[DATA SHOWN Boundary: Start]
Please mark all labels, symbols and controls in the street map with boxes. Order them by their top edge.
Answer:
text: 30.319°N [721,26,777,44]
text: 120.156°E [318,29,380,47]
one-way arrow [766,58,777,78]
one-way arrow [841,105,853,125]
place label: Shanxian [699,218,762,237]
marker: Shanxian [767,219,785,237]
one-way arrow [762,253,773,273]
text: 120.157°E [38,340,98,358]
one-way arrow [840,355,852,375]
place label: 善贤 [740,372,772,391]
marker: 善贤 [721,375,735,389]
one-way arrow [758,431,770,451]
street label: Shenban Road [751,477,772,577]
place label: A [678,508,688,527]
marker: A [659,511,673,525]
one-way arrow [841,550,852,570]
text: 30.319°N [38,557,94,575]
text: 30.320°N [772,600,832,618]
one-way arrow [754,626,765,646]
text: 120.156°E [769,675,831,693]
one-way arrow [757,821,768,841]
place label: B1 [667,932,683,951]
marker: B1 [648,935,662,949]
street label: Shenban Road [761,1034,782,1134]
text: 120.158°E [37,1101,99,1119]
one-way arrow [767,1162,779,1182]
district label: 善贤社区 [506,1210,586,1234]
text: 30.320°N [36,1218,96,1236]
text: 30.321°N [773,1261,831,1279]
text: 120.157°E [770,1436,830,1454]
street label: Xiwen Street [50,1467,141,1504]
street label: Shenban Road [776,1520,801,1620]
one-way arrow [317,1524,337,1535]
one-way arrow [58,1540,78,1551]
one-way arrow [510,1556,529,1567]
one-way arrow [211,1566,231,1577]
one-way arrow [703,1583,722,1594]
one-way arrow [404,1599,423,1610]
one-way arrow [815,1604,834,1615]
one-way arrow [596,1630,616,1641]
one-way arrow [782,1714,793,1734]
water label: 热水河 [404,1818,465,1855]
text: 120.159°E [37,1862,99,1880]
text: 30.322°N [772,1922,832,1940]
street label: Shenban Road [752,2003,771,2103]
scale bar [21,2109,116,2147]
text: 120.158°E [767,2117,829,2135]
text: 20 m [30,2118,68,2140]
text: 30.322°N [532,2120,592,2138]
[DATA SHOWN Boundary: End]
WORK REQUEST: Set every line of the listing down word for word.

ANSWER:
Please mark all labels, symbols and controls in the street map with boxes. Order them by their top edge.
Answer:
text: 30.319°N [721,26,777,44]
text: 120.156°E [318,29,380,47]
one-way arrow [766,58,777,78]
one-way arrow [841,105,853,125]
place label: Shanxian [699,218,762,237]
marker: Shanxian [767,219,785,237]
one-way arrow [762,253,773,273]
text: 120.157°E [38,340,98,358]
one-way arrow [840,355,852,375]
place label: 善贤 [740,372,772,391]
marker: 善贤 [721,375,735,389]
one-way arrow [758,431,770,451]
street label: Shenban Road [751,477,772,577]
place label: A [678,508,688,527]
marker: A [659,511,673,525]
one-way arrow [841,550,852,570]
text: 30.319°N [38,557,94,575]
text: 30.320°N [772,600,832,618]
one-way arrow [754,626,765,646]
text: 120.156°E [769,675,831,693]
one-way arrow [757,821,768,841]
place label: B1 [667,932,683,951]
marker: B1 [648,935,662,949]
street label: Shenban Road [761,1034,782,1134]
text: 120.158°E [37,1101,99,1119]
one-way arrow [767,1162,779,1182]
district label: 善贤社区 [506,1210,586,1234]
text: 30.320°N [36,1218,96,1236]
text: 30.321°N [773,1261,831,1279]
text: 120.157°E [770,1436,830,1454]
street label: Xiwen Street [50,1467,141,1504]
street label: Shenban Road [776,1520,801,1620]
one-way arrow [317,1524,337,1535]
one-way arrow [58,1540,78,1551]
one-way arrow [510,1556,529,1567]
one-way arrow [211,1566,231,1577]
one-way arrow [703,1583,722,1594]
one-way arrow [404,1599,423,1610]
one-way arrow [815,1604,834,1615]
one-way arrow [596,1630,616,1641]
one-way arrow [782,1714,793,1734]
water label: 热水河 [404,1818,465,1855]
text: 120.159°E [37,1862,99,1880]
text: 30.322°N [772,1922,832,1940]
street label: Shenban Road [752,2003,771,2103]
scale bar [21,2109,116,2147]
text: 120.158°E [767,2117,829,2135]
text: 20 m [30,2118,68,2140]
text: 30.322°N [532,2120,592,2138]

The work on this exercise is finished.